**Activity**
Scan the records below, and wherever a line has the word "Arrival", pull it out.

+++ Records provided +++

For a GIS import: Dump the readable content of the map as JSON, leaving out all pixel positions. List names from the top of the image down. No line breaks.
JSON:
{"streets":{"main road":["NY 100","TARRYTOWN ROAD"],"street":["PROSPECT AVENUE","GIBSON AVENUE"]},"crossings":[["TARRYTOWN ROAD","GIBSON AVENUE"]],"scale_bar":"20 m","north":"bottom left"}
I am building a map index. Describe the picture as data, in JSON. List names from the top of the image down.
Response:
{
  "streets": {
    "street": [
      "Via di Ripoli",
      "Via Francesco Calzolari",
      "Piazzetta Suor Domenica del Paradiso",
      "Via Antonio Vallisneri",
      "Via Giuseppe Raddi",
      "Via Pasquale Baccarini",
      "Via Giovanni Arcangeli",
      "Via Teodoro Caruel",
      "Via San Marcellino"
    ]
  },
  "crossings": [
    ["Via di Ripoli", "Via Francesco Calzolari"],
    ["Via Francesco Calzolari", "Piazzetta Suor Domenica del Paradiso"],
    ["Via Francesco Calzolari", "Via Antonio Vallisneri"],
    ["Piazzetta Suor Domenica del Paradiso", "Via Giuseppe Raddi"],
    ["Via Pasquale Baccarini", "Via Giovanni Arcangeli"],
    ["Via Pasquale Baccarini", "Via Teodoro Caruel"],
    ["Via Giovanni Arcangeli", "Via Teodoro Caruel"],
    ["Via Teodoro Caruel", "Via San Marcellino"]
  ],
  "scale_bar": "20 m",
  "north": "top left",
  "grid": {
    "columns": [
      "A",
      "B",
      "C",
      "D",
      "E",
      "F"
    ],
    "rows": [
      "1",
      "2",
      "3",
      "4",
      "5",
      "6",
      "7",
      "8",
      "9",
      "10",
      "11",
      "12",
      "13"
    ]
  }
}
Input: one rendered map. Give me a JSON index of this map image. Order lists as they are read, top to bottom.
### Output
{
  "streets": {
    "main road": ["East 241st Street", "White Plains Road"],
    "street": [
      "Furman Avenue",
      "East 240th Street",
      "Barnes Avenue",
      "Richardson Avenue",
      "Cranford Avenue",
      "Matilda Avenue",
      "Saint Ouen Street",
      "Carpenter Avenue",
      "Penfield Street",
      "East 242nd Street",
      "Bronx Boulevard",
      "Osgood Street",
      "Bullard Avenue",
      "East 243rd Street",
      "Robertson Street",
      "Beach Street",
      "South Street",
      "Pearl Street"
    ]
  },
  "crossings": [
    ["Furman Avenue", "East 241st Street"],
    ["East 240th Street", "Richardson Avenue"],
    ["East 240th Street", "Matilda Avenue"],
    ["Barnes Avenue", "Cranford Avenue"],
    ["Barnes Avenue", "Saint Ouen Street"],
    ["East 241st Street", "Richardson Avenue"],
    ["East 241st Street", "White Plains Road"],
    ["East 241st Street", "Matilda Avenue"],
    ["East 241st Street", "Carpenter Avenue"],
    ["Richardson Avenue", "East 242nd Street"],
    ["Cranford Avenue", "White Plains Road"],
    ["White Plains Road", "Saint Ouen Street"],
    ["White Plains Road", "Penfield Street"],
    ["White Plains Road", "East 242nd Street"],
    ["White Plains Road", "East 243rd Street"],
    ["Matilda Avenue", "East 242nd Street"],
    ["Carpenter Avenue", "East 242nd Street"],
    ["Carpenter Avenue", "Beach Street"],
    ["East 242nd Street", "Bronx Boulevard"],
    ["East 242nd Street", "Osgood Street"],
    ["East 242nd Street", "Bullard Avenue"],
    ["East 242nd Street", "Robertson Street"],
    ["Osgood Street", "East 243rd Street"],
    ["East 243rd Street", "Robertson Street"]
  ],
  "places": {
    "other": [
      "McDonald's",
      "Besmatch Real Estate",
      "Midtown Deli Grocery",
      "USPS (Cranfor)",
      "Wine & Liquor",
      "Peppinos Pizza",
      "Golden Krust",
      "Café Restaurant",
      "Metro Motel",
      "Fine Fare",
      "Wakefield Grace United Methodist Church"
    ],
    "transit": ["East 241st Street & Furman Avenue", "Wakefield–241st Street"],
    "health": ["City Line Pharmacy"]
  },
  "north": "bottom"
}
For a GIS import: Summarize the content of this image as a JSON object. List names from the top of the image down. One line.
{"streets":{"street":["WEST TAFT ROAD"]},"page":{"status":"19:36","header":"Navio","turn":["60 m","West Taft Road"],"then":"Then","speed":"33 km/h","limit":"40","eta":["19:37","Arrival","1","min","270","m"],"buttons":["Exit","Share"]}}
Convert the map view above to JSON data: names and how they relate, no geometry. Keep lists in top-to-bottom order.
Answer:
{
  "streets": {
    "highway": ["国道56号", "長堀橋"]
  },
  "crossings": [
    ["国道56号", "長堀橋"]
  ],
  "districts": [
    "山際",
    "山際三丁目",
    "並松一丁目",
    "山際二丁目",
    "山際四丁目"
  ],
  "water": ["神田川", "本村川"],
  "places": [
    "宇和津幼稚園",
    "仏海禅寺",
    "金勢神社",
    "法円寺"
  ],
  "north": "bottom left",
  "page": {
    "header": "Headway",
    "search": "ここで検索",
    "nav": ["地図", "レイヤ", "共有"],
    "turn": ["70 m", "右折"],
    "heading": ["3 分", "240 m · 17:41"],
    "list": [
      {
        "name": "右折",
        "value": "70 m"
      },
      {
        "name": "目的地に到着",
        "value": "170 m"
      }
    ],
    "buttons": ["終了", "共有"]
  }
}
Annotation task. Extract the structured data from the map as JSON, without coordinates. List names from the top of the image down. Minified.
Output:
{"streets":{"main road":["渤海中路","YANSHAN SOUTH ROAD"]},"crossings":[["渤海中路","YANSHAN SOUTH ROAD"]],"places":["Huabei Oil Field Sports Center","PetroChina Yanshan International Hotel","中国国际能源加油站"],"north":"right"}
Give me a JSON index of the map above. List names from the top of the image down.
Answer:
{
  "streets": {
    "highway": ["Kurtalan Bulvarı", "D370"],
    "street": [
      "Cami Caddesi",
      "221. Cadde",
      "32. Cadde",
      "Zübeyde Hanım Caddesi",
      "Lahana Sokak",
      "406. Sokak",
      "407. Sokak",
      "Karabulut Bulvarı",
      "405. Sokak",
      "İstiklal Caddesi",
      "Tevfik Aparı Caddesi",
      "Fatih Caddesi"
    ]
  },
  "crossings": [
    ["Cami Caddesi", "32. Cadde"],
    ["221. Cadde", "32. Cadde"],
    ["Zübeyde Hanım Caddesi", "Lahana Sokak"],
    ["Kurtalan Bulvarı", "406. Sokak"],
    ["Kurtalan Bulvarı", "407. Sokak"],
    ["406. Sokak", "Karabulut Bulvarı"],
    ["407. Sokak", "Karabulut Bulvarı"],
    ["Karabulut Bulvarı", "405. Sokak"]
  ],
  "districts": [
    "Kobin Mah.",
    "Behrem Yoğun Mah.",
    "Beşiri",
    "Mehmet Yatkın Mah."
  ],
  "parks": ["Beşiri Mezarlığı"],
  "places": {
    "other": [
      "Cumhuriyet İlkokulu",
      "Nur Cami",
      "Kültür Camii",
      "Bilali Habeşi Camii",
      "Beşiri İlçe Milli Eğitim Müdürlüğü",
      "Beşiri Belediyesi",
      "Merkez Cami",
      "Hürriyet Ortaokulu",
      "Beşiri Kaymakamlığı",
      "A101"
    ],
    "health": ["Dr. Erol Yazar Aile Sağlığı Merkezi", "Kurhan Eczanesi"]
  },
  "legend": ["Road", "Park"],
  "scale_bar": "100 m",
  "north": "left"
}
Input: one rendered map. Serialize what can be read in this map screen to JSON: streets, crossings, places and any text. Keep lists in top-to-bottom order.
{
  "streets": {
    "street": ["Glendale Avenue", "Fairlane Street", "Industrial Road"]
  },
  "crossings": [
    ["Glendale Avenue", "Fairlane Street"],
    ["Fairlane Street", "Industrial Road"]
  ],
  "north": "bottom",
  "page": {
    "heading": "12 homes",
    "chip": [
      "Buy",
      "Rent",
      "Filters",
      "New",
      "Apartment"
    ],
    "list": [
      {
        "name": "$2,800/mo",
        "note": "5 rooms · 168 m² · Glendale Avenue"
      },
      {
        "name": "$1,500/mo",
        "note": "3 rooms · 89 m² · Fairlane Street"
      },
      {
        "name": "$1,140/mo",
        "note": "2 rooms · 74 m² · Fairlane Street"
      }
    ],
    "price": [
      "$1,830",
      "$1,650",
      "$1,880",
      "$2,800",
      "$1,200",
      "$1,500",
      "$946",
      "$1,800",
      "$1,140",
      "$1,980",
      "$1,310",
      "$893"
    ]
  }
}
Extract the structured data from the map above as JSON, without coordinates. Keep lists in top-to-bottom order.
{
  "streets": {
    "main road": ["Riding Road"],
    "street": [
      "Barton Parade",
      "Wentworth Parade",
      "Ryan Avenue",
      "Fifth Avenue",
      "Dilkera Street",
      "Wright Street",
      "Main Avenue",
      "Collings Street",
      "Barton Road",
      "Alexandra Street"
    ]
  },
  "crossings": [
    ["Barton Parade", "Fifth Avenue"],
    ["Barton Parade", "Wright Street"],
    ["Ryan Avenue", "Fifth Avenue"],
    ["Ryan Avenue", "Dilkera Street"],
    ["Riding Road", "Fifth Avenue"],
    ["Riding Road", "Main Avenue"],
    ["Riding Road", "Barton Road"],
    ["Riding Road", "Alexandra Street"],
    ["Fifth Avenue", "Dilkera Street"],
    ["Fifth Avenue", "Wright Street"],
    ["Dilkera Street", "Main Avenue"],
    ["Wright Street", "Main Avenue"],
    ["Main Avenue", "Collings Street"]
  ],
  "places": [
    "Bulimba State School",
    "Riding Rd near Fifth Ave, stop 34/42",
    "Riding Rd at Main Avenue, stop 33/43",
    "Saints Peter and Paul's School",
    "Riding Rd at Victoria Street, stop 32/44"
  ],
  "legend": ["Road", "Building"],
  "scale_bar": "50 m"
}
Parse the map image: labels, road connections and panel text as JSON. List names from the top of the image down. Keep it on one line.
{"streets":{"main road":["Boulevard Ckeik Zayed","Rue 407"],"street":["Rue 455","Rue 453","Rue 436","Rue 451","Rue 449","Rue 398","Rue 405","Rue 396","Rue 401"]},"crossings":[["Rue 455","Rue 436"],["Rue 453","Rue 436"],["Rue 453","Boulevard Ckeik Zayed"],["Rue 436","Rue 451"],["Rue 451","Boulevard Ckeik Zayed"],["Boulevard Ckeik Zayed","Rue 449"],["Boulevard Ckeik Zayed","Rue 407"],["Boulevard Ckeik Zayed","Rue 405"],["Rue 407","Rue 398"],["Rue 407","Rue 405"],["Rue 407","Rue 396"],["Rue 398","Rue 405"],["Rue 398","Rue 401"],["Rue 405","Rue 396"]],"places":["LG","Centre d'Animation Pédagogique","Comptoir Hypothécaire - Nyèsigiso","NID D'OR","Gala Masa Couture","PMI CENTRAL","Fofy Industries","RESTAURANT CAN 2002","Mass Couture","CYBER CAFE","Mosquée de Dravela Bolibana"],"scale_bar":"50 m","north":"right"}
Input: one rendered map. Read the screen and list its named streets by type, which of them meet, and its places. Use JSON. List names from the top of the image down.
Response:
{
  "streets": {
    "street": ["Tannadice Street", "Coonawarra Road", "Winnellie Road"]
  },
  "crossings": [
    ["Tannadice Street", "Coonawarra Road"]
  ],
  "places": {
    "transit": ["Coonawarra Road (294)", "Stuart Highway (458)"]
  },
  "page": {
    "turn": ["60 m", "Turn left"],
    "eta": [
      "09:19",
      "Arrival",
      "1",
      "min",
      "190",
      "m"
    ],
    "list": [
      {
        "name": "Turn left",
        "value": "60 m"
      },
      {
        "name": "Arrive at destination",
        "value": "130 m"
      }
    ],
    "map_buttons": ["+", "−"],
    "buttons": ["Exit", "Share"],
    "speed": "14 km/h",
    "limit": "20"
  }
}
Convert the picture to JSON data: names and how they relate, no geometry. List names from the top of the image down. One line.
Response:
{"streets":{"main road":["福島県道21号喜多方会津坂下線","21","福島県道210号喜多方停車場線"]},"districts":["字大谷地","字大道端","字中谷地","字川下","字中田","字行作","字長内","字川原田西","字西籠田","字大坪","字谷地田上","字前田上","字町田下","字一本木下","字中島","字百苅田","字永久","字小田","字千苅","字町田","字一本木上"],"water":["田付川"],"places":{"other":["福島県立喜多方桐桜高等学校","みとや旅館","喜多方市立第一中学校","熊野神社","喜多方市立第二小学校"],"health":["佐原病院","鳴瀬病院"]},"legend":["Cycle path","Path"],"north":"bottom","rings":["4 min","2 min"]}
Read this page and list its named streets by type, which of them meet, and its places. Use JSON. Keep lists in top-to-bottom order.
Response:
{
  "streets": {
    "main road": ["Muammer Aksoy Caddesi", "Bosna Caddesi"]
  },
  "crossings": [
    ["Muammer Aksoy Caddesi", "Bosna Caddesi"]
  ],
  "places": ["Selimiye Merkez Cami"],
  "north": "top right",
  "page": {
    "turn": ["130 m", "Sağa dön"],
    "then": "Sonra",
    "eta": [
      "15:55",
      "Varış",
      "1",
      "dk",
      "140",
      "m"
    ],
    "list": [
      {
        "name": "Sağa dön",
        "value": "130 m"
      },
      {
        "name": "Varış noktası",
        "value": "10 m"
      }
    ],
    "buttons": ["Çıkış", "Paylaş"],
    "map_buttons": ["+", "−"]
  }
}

+++

**Exercise answer**
{"streets":{"street":["WEST TAFT ROAD"]},"page":{"status":"19:36","header":"Navio","turn":["60 m","West Taft Road"],"then":"Then","speed":"33 km/h","limit":"40","eta":["19:37","Arrival","1","min","270","m"],"buttons":["Exit","Share"]}}
      "Arrival",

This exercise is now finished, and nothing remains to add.